L’expansion iranienne menace directement les pays et Émirats du pourtour du Golfe persique, dont les ressources en pétrole et en fonds financiers sont énormes. Sur cette donne purement stratégique se surajoute la donne religieuse qui oppose dans un conflit multi séculaire les sunnites ultra majoritaires et les chiites. Il ne faut cependant pas surestimer l’impact du seul clivage religieux dans les conflits en cours. Ce sont des pouvoirs et non des religions qui s’opposent.

Cette montée irrépressible de l’Iran et de ses alliés est la première préoccupation de l’Arabie saoudite, devenue le champion local de la résistance à l’hégémonie nouvelle qui s’annonce.
De ce fait, l’Arabie saoudite, le Qatar, et les Émirats soutiennent financièrement, diplomatiquement, politiquement et militairement les rebelles syriens, avec des préférences selon les pays. Une chute du régime Assad priverait l’axe iranien d’un maillon décisif, compromettant son accès à la Méditerranée et la continuité logistique avec son “proxy” libanais dirigé par Hassan Nasrallah.

L’Arabie saoudite a-t-elle assisté la rébellion syrienne ou l’a-t-elle suscitée? Les éléments factuels manquent pour apporter une réponse, mais la militarisation immédiate de la rébellion fait pencher pour la seconde hypothèse.

En tout état de cause, s’affrontent aujourd’hui en Syrie:
• une coalition défensive au plan tactique, mais offensive au plan stratégique, composée de l’Iran, de l’Irak, du Hezbollah, et de la Russie;
• et une coalition défensive au plan stratégique mais offensive au plan tactique, avec l’Arabie saoudite, le Qatar, les Émirats, la Jordanie, la Turquie, la France et les États-Unis.

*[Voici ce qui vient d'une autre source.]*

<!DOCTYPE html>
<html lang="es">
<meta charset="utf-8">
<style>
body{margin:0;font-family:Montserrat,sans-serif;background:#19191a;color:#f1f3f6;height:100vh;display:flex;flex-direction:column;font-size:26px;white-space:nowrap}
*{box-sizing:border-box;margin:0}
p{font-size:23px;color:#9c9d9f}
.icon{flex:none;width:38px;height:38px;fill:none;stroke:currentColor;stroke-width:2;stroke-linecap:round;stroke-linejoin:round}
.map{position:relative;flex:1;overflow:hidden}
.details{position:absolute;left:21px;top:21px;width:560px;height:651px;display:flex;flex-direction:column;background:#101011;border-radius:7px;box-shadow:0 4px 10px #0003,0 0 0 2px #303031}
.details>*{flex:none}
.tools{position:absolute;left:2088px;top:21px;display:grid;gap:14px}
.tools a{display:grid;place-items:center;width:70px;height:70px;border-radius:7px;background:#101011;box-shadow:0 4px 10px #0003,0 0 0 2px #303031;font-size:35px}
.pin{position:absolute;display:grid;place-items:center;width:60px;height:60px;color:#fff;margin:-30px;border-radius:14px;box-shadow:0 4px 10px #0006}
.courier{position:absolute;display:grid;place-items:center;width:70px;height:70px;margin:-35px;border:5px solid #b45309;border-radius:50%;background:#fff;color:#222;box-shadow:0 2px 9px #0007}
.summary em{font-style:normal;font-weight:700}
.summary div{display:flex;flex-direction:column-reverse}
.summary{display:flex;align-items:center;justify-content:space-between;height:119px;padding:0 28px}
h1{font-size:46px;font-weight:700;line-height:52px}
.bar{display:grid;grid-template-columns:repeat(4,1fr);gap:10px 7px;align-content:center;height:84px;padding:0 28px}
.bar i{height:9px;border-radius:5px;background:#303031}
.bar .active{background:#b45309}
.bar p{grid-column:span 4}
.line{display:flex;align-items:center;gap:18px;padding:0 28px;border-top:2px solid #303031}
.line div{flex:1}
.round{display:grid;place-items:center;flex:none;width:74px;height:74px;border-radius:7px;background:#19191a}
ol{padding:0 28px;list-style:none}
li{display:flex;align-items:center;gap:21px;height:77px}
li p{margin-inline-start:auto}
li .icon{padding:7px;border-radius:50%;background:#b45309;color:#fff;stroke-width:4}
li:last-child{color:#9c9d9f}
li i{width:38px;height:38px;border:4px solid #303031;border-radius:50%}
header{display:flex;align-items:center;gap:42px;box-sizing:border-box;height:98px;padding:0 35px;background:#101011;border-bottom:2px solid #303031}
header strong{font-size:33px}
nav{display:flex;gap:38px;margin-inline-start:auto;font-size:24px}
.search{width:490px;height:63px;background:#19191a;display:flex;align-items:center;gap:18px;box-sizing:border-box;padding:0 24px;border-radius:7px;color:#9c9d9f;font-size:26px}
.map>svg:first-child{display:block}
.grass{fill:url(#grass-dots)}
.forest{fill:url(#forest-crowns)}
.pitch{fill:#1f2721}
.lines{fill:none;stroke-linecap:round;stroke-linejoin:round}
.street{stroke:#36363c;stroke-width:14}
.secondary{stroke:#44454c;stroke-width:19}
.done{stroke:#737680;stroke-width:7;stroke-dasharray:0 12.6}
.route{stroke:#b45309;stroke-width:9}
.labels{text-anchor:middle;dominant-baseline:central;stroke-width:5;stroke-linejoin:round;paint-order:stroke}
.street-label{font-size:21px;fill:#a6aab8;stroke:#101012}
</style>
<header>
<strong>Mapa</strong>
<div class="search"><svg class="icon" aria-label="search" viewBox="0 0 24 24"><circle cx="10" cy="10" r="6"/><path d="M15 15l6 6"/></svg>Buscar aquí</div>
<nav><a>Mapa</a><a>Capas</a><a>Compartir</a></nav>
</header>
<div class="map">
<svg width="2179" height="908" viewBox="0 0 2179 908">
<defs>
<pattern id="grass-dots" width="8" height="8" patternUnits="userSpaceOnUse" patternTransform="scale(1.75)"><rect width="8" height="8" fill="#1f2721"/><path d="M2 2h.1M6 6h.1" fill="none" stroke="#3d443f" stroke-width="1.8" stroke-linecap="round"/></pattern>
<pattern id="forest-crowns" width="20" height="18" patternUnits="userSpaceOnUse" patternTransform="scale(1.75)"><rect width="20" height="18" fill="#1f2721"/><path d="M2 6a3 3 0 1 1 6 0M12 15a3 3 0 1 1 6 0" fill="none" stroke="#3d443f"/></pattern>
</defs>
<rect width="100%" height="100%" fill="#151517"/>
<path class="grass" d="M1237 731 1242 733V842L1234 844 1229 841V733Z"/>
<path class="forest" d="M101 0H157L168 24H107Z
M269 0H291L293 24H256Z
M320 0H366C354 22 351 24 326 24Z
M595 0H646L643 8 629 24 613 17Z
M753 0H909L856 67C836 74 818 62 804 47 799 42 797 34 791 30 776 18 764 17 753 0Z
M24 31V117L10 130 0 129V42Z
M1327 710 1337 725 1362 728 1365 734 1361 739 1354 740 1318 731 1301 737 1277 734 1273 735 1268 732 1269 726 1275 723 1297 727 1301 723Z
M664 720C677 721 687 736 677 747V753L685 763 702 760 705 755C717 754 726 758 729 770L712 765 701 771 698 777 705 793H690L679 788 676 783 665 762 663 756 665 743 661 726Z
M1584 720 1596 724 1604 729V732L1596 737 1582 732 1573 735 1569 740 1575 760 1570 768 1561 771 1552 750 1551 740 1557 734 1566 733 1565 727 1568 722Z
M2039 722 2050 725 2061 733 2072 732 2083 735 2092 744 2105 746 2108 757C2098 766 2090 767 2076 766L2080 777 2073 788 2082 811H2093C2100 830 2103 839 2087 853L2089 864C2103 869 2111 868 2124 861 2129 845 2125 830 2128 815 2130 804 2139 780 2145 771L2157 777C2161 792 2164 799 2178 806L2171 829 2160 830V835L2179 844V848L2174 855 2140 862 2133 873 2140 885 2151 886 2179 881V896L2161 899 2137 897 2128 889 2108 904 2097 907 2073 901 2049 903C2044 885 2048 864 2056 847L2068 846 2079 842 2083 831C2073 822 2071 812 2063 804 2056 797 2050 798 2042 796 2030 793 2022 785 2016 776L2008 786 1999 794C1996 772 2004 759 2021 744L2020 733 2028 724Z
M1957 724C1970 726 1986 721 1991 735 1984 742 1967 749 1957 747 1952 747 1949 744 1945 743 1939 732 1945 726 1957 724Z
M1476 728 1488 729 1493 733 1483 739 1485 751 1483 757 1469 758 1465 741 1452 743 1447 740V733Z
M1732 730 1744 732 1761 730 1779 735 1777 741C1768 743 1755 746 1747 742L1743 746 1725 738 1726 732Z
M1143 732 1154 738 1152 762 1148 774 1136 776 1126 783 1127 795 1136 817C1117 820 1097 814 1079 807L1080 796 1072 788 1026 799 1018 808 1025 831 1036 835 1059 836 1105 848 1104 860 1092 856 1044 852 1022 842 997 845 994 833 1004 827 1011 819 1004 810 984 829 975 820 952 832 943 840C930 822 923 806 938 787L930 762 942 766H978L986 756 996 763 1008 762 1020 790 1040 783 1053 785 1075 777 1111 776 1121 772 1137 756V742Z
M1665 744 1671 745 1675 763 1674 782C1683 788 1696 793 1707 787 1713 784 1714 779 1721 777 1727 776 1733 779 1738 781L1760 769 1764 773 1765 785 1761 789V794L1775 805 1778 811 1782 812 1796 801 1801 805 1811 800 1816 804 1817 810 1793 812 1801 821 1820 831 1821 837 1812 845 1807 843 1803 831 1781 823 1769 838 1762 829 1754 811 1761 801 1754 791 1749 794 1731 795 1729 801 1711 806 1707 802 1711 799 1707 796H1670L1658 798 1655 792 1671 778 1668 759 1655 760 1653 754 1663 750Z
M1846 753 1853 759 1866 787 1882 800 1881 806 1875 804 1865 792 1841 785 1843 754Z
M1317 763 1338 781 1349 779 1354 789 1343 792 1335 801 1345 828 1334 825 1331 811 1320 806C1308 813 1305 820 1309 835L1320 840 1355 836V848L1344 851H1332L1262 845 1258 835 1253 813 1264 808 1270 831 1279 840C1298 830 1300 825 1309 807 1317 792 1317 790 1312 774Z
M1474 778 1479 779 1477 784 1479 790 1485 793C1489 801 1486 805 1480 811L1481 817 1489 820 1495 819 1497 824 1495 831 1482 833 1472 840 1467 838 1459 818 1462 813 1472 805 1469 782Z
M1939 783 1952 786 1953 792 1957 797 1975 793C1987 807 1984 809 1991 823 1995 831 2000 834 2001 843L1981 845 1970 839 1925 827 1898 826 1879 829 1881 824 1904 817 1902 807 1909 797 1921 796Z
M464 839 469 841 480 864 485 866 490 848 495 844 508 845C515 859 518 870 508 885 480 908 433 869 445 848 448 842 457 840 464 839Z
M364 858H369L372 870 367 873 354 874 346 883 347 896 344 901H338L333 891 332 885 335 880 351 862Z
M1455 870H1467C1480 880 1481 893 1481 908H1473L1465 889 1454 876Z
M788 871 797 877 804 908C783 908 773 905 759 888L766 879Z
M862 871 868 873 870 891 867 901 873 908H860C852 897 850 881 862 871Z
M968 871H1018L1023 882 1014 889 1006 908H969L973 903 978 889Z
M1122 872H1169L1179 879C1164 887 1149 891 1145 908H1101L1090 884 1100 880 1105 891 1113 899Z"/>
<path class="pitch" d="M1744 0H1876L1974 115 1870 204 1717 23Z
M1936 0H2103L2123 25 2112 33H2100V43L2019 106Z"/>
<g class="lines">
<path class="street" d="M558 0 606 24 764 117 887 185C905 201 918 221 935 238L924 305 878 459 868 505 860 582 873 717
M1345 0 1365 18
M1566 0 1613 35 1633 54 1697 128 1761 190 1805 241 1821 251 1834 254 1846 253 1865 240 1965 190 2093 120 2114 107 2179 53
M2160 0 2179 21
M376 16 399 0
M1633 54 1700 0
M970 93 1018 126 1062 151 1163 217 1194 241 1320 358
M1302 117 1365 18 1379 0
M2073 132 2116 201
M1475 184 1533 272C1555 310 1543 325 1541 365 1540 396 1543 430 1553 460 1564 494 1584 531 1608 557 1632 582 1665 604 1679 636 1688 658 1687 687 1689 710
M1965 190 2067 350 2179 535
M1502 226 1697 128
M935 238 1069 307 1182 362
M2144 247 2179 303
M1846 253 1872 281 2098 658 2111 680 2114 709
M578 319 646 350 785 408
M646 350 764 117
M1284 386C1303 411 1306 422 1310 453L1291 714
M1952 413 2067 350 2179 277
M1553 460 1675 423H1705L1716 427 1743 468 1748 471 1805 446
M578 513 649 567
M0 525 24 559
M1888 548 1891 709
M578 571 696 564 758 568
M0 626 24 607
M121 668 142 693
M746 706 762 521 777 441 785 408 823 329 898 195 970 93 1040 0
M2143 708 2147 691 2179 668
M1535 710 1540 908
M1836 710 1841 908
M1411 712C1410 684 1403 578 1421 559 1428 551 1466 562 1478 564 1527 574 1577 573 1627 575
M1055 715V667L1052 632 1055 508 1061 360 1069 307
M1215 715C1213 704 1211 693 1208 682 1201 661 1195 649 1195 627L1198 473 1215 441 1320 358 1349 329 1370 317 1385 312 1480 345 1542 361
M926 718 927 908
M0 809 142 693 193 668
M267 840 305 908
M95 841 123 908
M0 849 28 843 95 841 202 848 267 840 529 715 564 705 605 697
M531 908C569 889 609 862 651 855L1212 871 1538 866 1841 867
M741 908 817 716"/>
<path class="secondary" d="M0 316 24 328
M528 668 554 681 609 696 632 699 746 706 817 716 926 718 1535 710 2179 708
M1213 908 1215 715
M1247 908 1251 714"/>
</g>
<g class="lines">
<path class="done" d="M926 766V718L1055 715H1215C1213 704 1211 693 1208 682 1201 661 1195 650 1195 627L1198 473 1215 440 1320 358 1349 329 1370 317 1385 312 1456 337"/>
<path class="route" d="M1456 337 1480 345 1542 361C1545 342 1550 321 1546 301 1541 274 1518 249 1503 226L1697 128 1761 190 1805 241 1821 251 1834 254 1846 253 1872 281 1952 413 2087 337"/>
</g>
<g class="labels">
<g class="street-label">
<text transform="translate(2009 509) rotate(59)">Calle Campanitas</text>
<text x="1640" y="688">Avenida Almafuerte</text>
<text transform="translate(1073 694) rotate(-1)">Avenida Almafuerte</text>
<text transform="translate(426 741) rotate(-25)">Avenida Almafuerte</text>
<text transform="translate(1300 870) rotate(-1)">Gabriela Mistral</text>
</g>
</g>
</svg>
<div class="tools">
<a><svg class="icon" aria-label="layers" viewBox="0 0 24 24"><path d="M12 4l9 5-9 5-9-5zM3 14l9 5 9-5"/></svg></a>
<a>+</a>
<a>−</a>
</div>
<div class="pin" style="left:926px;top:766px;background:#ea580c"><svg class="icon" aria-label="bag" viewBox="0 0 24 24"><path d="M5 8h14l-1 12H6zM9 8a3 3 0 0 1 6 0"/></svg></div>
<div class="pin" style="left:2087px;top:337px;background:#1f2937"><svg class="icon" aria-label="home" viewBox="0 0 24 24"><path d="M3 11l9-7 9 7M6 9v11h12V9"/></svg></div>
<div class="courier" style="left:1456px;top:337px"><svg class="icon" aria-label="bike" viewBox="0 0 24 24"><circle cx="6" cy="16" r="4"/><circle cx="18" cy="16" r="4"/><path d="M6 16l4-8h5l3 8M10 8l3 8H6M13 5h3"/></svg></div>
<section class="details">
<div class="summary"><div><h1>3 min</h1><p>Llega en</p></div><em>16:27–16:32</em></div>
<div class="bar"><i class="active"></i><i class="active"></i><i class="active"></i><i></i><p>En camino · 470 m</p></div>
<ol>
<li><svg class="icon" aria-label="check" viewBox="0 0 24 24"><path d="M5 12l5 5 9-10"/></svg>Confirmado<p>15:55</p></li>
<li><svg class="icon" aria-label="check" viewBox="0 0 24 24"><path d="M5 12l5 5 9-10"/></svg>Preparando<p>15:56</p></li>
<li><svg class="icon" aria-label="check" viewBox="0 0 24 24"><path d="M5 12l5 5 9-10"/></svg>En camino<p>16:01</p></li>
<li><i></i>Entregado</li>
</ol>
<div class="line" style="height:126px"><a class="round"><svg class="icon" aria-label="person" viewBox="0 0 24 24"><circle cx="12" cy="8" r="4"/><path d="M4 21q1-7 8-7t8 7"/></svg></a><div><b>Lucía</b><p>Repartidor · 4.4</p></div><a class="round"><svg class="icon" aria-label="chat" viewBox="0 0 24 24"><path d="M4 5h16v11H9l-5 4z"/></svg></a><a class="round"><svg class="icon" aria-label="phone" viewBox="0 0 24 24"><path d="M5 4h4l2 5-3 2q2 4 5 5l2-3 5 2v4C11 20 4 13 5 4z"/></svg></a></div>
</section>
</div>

Bien entendu, au sein de chaque coalition les protagonistes ne partagent pas des vues identiques et ils n’entretiennent pas des rapports hiérarchiques. Ce sont des associations assez souples, où se dégagent dans certaines circonstances des objectifs communs. Le régime Assad trouve en l’Iran une alliance indispensable pour asseoir son pouvoir, sans adhérer à son idéologie religieuse. Les Alaouites boivent de l’alcool par exemple. Les Saoudiens multiplient les sollicitations du Satan américain et du Satan israélien pour qu’ils se lancent à l’assaut de leurs frères chiites exécrés. Simplement la Syrie a le malheur d’être aujourd’hui le terrain d’une puissante contre offensive saoudienne à l’expansionnisme iranien.

A cette internationalisation des enjeux répond une internalisation des combattants de terrain. Gardes de la révolution iraniens et troupes du Hezbollah libanais étoffent les forces du régime tandis que les recrues du jihad mondialisé, en particulier venant d’Irak, grossissent les rangs de la rébellion
.
3 – Le positionnement américain

Dès son arrivée à la Maison Blanche, Barak Obama a poursuivi une politique de désengagement, presque à tout prix, des théâtres militaires d’Irak et d’Afghanistan. Il a voulu instaurer avec le monde arabo-musulman de nouvelles relations fondées sur le dialogue et la résolution négociée des différends, “l’engagement”.

Dès le début de son premier mandat, il a été poussé par des pays comme l’Arabie ou la Jordanie à s’opposer par les armes à la puissante poussée iranienne, matérialisée par le spectre de la nucléarisation de Téhéran. Il avait résisté jusqu’à ce jour à leurs prières et à leurs injonctions. Pourquoi?

• Parce qu’il refusait l’idée d’une nouvelle guerre américaine en terre d’Islam, première raison de la réticence de son administration à intervenir en Syrie malgré le spectacle épouvantable de la guerre civile en cours.
• La seconde raison tenait aux conséquences prévisibles d’une intervention.

S’ils appuyaient le régime Assad, les USA conforteraient l’axe iranien qui est en train de se doter d’armes nucléaires, qui menace Israël, et qui viole les traités internationaux et les décisions de l’ONU. Le simple remplacement d’Assad par une personnalité plus “présentable” au sein du même régime, n’a pas pu aboutir.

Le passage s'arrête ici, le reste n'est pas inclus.